Canım Yanıyor

3.4K 169 3
                                    

Gözlerimi açtığımda okulun revirindeydim. Tüm bunlar neydi? Ne oldu bana? Tanrım düşünmemem gerek yoksa kafayı yiyeceğim. Ağır ağır kafamı sağa çevirdim. Daniel yanımdaydı. Beni bekliyordu. "Daniel..." dedim kısık bir sesle. Anında bana döndü. "Natalia, iyi misin?" "Ne oldu bana?" Sert bir şekilde bana bakıyordu. "Yakında öğreneceksin." dedi ve ayağa kalkmamda yardımcı oldu. Yani iyiydim, şu an...

İkimizde revirden çıktık. "Yüzün... geçmiş?" diye sordum. O kadar çok derinden çizilmişti ki, nasıl geçtiğini anlamadım. "Ah... mühim bir şey değil." dedi ve sınıfa girdik. "Aman tanrım Natalia? Ne oldu sana birden bire neden gittin?" Maria soru sorarak yanımıza geliyordu. "Ben... iyiyim.
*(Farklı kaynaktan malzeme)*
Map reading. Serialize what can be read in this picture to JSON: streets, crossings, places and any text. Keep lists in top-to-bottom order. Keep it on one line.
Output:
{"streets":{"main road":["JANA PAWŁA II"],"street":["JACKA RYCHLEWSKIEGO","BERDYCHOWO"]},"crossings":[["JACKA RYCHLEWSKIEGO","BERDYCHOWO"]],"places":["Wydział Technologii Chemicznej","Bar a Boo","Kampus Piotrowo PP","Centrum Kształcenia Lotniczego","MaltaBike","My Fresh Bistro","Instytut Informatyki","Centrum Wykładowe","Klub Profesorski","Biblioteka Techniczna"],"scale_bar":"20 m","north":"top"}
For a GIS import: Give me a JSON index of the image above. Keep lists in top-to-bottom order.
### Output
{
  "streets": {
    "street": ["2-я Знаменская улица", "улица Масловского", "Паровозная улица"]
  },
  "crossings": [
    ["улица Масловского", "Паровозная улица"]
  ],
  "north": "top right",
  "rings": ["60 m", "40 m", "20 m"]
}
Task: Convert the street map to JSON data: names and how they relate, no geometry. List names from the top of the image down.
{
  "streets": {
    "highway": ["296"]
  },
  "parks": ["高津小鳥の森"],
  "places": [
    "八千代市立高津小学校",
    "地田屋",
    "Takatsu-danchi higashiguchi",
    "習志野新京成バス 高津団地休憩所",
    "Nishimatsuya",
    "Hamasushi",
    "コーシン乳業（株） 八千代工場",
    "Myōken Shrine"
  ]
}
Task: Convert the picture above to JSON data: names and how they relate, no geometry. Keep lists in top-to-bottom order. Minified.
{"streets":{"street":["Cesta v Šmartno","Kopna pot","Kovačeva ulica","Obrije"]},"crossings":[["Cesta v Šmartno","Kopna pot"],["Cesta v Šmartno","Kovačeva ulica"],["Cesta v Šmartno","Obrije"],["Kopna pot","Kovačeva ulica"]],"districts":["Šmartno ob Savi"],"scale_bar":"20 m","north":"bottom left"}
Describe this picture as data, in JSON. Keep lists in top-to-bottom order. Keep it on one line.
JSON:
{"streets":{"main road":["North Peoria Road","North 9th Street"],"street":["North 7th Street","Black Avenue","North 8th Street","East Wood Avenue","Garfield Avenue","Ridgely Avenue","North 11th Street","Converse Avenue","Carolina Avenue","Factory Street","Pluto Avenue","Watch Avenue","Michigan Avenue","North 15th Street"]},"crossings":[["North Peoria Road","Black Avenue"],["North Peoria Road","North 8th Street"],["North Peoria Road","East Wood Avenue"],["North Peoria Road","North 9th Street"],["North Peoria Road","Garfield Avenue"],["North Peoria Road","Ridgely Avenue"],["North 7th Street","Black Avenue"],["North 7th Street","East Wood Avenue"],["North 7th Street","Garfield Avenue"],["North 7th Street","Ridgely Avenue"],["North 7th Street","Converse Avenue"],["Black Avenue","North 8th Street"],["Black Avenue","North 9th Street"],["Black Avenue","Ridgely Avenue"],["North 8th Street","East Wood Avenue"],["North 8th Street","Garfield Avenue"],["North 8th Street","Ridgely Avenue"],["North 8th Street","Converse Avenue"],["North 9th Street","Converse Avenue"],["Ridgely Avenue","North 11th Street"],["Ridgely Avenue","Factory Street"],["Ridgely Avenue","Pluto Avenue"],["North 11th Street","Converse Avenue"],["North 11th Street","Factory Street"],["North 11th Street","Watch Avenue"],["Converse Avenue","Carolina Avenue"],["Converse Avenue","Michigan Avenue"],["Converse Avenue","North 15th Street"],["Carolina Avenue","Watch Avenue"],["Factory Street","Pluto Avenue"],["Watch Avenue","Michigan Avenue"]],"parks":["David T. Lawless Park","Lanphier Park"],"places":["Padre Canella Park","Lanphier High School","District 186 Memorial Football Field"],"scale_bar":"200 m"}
Bir şeyim yok." bana inanmayarak bakıyordu. "Gerçekten..." diye ekledim ve gülümsedim. Derin bir iç çekti. "Pekala, hadi yerimize geçelim ders başlayacak." dedi ve Maria'nın yanına oturdum. Herkes bana bakıyordu. Bu çok rahatsız ediciydi.

Dersin sonlarına geliyorduk. Bir anda herkesin benim hakkımda konuştuğunu duydum.
Kız: Hemen Daniel'a yanaştı sürtük.
Kız2: Bu kıza gününü göstereceğiz!
Kız3: Merak etmeyin kızlar. Bu kız okulun basketbol takımında. Ona orada gününü gösteririz.

Erkek: Beyler bakın bu kız benim. Yaklaşanı keserim.
Erkek2: Hassiktir lan! Nerden senin oluyor? Bu kız benim ve... ben bunu tavlarım.
Erkek3: Hadi iddaya girelim. Tavlayamayanlar, tavlayan kişiye büyük bir ödül verecek. Araba! Spor araba!
Erkek/Erkek2: Varız!

Yine oluyordu. Nefes alışlarım hızlanmaya başladı. Zil çalmasını bekliyordum. Ama zil bir türlü çalmak bilmiyordu. Kalbim çok hızlıydı. Yine ve yine çok öfkeliydim. Neler oluyor bana?..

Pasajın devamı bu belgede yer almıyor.